* ABOUT THIS EXERCISE *
Reproduce the full listing that appears beneath this instruction exactly.
[[ INFORMATION GIVEN open ]]
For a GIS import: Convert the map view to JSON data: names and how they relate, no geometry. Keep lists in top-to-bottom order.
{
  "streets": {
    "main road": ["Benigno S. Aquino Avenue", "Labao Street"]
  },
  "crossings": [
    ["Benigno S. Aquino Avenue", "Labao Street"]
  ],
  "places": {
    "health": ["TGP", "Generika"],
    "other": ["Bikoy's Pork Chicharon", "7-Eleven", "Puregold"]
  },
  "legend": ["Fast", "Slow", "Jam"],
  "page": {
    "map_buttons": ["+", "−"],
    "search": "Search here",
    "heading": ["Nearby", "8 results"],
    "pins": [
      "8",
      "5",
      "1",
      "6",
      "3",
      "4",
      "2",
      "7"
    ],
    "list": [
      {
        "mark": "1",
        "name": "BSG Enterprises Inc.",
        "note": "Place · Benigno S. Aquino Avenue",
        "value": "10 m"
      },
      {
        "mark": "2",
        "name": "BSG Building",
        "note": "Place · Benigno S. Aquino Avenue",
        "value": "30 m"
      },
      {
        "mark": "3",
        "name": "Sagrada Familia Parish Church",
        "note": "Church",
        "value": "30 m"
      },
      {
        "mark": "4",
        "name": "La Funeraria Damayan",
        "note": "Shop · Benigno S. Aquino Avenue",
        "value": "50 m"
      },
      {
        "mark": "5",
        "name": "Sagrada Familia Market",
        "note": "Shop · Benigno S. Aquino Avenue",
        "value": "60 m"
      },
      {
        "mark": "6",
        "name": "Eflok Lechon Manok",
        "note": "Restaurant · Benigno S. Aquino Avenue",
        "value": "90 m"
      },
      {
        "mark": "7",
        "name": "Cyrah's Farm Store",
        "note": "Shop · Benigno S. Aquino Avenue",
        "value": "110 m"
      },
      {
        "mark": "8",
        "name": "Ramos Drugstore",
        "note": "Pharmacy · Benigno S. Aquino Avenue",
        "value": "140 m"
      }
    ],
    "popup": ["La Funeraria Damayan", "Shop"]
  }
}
[[ INFORMATION GIVEN closed ]]
* TASK OUTPUT *
For a GIS import: Convert the map view to JSON data: names and how they relate, no geometry. Keep lists in top-to-bottom order.
{
  "streets": {
    "main road": ["Benigno S. Aquino Avenue", "Labao Street"]
  },
  "crossings": [
    ["Benigno S. Aquino Avenue", "Labao Street"]
  ],
  "places": {
    "health": ["TGP", "Generika"],
    "other": ["Bikoy's Pork Chicharon", "7-Eleven", "Puregold"]
  },
  "legend": ["Fast", "Slow", "Jam"],
  "page": {
    "map_buttons": ["+", "−"],
    "search": "Search here",
    "heading": ["Nearby", "8 results"],
    "pins": [
      "8",
      "5",
      "1",
      "6",
      "3",
      "4",
      "2",
      "7"
    ],
    "list": [
      {
        "mark": "1",
        "name": "BSG Enterprises Inc.",
        "note": "Place · Benigno S. Aquino Avenue",
        "value": "10 m"
      },
      {
        "mark": "2",
        "name": "BSG Building",
        "note": "Place · Benigno S. Aquino Avenue",
        "value": "30 m"
      },
      {
        "mark": "3",
        "name": "Sagrada Familia Parish Church",
        "note": "Church",
        "value": "30 m"
      },
      {
        "mark": "4",
        "name": "La Funeraria Damayan",
        "note": "Shop · Benigno S. Aquino Avenue",
        "value": "50 m"
      },
      {
        "mark": "5",
        "name": "Sagrada Familia Market",
        "note": "Shop · Benigno S. Aquino Avenue",
        "value": "60 m"
      },
      {
        "mark": "6",
        "name": "Eflok Lechon Manok",
        "note": "Restaurant · Benigno S. Aquino Avenue",
        "value": "90 m"
      },
      {
        "mark": "7",
        "name": "Cyrah's Farm Store",
        "note": "Shop · Benigno S. Aquino Avenue",
        "value": "110 m"
      },
      {
        "mark": "8",
        "name": "Ramos Drugstore",
        "note": "Pharmacy · Benigno S. Aquino Avenue",
        "value": "140 m"
      }
    ],
    "popup": ["La Funeraria Damayan", "Shop"]
  }
}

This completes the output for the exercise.